EPA has addressed the allegation that there should be pre-approval for any discretionary use of enforcement by explaining that: “[t]he Agency strongly disagrees with those who argue that a more appropriate response to this public health crisis would be to force facilities to either shut down or to put people at risk by keeping all their workers at the facility at the same time, to continue routine monitoring and reporting in addition to maintaining the operation of critical infrastructure, including pollution control equipment. It also is no solution to force facilities to choose one of those options until EPA or a state could review the facts of each situation and approve an individual site-specific not action assurance.” April 2 EPA letter at page 3. EPA has pointed out that it does not have the capacity to pre-approve emergency compliance plans for the roughly 4.6 million facilities it regulates.

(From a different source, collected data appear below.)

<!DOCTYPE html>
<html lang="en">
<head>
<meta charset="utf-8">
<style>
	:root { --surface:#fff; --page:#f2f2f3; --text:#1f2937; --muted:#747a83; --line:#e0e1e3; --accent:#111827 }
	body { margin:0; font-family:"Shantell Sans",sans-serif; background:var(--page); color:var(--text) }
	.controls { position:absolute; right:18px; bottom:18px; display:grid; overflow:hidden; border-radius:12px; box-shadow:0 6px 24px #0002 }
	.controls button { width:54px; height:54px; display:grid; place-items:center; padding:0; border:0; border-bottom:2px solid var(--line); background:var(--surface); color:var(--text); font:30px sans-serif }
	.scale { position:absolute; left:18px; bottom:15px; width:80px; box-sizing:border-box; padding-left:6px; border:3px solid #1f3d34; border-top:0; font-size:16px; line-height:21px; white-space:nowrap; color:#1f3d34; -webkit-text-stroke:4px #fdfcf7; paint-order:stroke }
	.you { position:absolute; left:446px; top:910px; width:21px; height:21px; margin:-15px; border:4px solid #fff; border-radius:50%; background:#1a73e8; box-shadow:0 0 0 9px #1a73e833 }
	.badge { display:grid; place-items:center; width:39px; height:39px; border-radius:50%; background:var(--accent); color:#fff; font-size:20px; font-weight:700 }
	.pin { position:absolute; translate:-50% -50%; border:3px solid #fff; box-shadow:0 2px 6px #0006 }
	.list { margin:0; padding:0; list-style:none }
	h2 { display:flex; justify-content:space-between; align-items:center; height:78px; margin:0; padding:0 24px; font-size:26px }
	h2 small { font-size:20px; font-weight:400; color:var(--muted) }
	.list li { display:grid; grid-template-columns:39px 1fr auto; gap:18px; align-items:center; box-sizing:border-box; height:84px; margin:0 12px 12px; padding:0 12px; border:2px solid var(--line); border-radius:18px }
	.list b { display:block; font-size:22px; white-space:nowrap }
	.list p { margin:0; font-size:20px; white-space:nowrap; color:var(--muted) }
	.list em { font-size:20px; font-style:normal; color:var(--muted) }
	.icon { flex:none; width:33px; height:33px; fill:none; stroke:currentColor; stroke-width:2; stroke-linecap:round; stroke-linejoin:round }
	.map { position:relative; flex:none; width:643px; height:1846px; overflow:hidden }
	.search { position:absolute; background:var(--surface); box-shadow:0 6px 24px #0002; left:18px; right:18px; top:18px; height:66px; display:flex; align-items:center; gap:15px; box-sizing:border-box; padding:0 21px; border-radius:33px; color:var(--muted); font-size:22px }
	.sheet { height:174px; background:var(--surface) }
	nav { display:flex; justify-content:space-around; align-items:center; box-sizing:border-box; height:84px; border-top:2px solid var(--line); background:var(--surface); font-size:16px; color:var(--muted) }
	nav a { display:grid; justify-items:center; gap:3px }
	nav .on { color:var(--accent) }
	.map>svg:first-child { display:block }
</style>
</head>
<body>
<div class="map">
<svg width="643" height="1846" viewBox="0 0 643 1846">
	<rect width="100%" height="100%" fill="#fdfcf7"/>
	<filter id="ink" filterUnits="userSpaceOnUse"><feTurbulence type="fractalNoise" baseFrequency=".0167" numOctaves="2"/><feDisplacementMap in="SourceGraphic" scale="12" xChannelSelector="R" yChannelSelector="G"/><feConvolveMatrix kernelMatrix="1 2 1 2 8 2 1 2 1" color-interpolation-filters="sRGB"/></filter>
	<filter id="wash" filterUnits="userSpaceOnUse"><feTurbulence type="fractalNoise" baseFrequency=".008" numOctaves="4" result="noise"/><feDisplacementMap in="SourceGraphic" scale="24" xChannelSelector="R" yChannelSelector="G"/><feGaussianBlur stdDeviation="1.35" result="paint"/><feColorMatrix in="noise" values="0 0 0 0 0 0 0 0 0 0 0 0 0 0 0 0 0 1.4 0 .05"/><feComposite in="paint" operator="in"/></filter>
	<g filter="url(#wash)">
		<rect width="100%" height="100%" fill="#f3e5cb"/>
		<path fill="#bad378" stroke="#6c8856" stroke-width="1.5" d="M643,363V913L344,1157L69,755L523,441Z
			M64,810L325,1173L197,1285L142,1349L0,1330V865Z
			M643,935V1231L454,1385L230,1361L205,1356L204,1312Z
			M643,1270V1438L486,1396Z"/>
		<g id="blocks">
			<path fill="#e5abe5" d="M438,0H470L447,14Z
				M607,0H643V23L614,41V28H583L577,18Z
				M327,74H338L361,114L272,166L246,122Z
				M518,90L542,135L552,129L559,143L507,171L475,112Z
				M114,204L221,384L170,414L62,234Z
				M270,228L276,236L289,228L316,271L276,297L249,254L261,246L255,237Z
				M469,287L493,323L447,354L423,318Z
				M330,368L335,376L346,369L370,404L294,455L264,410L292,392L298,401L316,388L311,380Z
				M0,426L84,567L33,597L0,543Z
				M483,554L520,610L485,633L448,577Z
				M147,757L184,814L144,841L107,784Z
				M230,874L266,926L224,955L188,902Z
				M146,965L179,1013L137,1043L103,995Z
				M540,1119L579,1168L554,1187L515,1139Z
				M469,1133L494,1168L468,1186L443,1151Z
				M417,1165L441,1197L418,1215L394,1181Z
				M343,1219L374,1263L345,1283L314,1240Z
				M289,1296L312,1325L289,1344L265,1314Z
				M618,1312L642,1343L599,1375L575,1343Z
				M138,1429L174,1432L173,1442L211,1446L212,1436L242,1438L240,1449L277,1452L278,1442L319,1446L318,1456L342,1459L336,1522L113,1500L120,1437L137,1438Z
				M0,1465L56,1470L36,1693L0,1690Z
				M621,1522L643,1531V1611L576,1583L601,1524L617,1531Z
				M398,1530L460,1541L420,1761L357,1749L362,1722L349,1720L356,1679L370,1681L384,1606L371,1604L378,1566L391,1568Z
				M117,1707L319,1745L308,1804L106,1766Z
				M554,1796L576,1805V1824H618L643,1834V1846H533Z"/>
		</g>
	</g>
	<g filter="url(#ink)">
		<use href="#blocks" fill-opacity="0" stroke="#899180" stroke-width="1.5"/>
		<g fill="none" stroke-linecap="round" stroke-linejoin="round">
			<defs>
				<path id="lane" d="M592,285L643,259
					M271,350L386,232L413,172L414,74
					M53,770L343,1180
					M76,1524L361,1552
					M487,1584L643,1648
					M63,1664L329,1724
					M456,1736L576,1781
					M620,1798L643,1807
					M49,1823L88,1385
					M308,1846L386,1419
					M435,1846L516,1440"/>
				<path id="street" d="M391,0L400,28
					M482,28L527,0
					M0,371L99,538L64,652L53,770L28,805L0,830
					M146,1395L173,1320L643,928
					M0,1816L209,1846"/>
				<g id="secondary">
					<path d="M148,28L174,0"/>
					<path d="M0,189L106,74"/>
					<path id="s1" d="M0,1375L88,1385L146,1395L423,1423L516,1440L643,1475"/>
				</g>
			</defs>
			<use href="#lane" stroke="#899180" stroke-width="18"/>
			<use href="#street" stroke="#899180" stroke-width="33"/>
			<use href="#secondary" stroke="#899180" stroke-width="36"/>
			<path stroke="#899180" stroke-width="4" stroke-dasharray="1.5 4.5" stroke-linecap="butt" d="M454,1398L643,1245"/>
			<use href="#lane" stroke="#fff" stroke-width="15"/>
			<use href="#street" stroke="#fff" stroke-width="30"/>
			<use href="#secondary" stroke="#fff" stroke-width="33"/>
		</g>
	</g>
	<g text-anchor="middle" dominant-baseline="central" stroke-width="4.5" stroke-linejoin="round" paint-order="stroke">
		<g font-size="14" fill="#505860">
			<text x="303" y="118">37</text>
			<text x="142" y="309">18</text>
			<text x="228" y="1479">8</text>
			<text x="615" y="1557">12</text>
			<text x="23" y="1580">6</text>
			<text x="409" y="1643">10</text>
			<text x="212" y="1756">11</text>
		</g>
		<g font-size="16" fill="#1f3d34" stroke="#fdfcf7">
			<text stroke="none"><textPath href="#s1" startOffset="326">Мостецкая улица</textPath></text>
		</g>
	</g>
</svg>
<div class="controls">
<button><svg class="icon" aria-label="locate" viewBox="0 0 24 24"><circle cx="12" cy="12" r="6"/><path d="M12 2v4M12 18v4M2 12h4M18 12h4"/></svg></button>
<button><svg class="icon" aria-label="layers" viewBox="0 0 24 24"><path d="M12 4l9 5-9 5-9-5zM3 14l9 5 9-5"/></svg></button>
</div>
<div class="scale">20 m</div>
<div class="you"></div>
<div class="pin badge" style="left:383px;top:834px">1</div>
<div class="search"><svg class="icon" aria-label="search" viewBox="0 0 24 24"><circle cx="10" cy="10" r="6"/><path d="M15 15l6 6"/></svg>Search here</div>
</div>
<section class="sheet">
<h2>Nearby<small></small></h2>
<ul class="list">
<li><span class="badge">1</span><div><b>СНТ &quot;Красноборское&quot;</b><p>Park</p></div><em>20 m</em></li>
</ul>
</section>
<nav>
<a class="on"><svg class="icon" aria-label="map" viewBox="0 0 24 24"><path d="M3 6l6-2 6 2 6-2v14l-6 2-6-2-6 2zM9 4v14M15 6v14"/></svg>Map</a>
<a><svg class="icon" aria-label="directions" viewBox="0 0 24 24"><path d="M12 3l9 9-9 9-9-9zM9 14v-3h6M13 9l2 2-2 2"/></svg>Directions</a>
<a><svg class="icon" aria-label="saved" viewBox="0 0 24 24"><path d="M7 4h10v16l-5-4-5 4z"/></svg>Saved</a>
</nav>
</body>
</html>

In conclusion, chief law enforcement officers of fourteen states are attacking EPA’s Temporary Policy. Sources considering this Temporary Policy should continue to account for the fact that states may take a different position in pursuing enforcement actions and should consult any COVID-19 policy provided by that state. This caution is particularly relevant in the fourteen states signing the AG Letter. Sources also need to account for the reality that environmental groups have challenged the use of the Temporary Policy and may pursue independent actions against sources that seek to take advantage of the Temporary Policy. Likewise, sources should continue to preserve all other defenses which may be available through other means, such as by regulation, permits, other documents and/or voluntary disclosure provisions, and must realize that some obligations may not be such that they are suitable for extensions or avoidance.